Episode 15: September 10, 2010
Right from its beginnings in the 1800s, baseball has been accompanied by a barrage of numbers. Why are statistics so important to baseball? Why did they develop so naturally, and why have they remained so fascinating for so long? What makes baseball different from football, basketball, and hockey?
Please note: this is not an exact transcription of the episode.
It seems like every other time I watch the Mets this year, Ike Davis hits a home run. I've only watched around 20 Mets games and I know I've seen him hit at least 12 home runs (including one in person against the Twins that was estimated at 440 feet). If the Mets have played 140 games, Ike Davis must have around 70 home runs already, and he's just a rookie. Why isn't everyone talking about it?
I'm Alex Reisner...
So, I looked it up and, well it turns out Ike Davis has actually only hit 18 home runs. So it's just a coincidence that I've seen him hit 12. That's why we need to keep track of stats in baseball. We need people who score games and compile the numbers, and spend hundreds of hours making sure they're accurate. Without them we'd have to rely on our own experience and memory, and I'd have to assume that Ike Davis is one of the greatest home run hitters ever.
[response to "the game is played on the field"]

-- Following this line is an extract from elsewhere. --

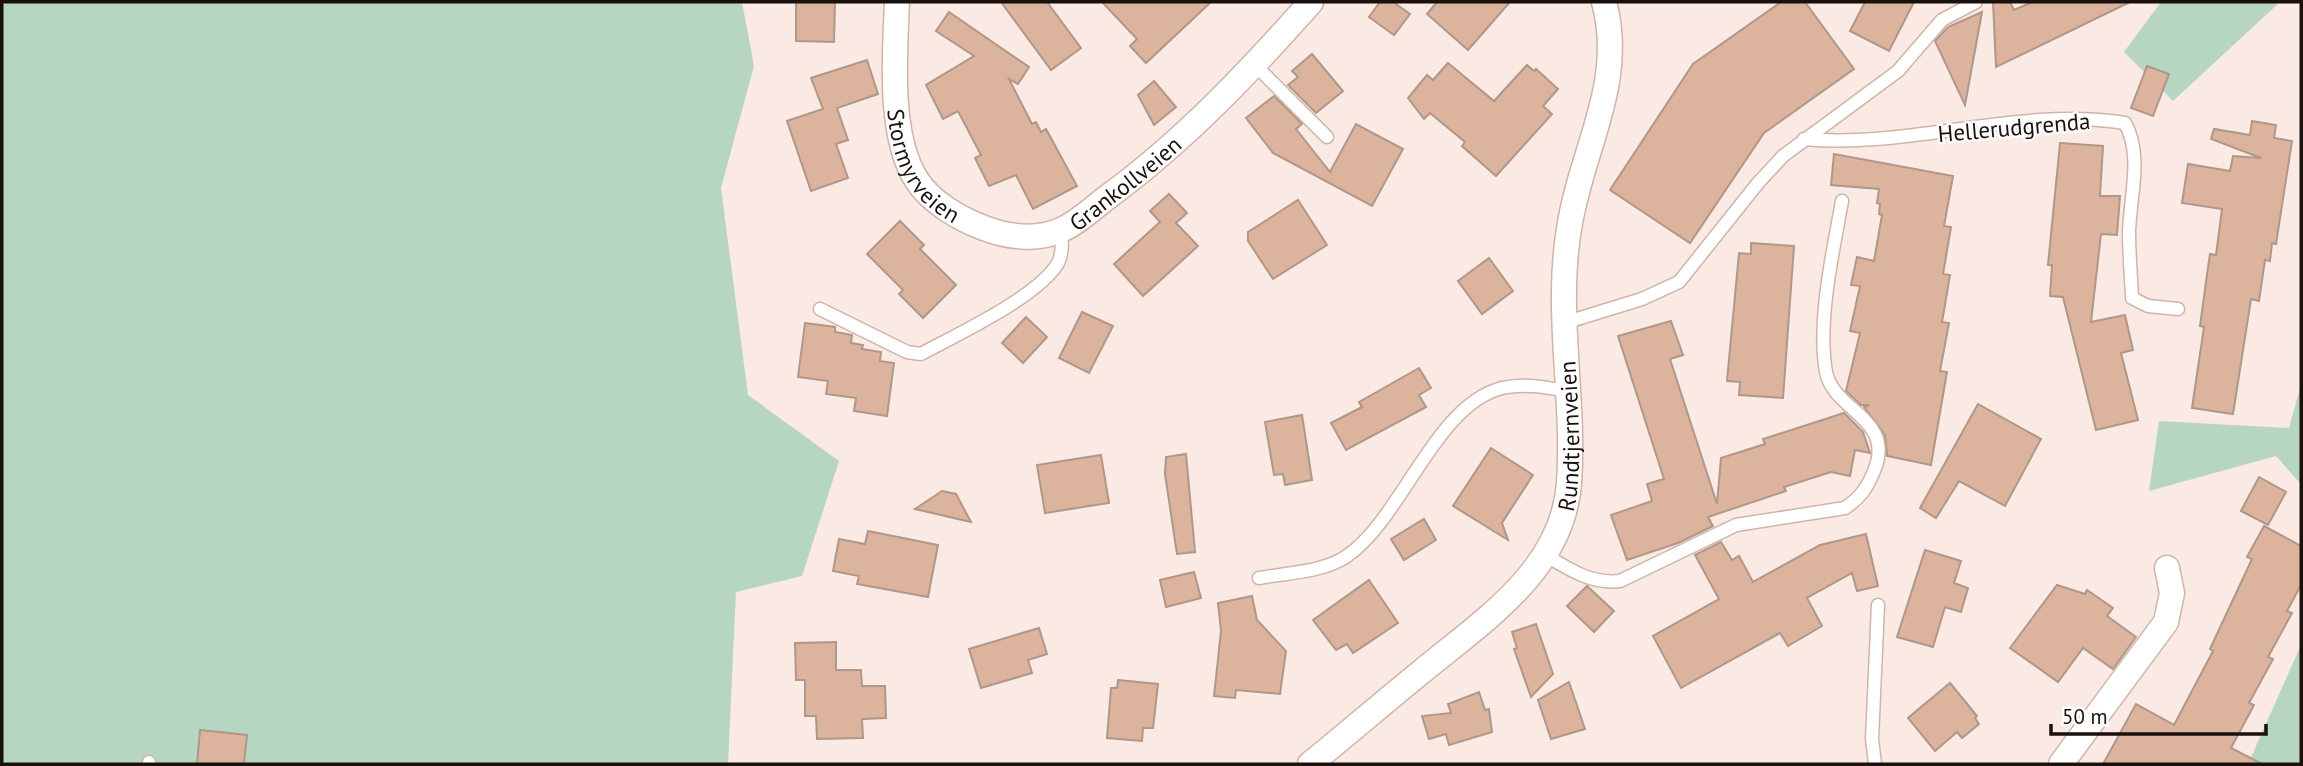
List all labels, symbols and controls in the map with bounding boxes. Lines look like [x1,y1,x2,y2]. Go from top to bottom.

A lot of people assume that baseball statistics are a new thing, but they're not. There have been a lot of new stats developed in the past 40 years to help us measure different aspects of the game, but daily box scores and lists of batting averages have been around since the 1870s. You might imagine that back then they were very crude, but you'd be wrong. Box scores from the 1800s were different, because the game was different, but they were at least as detailed as they are today. In fact, back then you could often find 10 columns or more of fielding stats alone! They didn't have the technology to keep accurate running totals for the season, but the single-game reports were extremely detailed. So baseball has been accompanied by a barrage of numbers pretty much from the beginning.
Now, there are statistics in football, basketball, and hockey, but you don't hear people talking about those numbers as much as you hear baseball fans talking about batting averages and home runs. I know Wilt Chamberlain scored 100 points in a game once, but there aren't a lot of numbers as meaningful as baseball's 714, 511, or 61. A lot of baseball fans can tell you without looking it up that Willie Mays hit 660 home runs. These days you see and hear more football and basketball stats on TV, but still not as many as you do on baseball games. And this becomes even more true as you go further back in time.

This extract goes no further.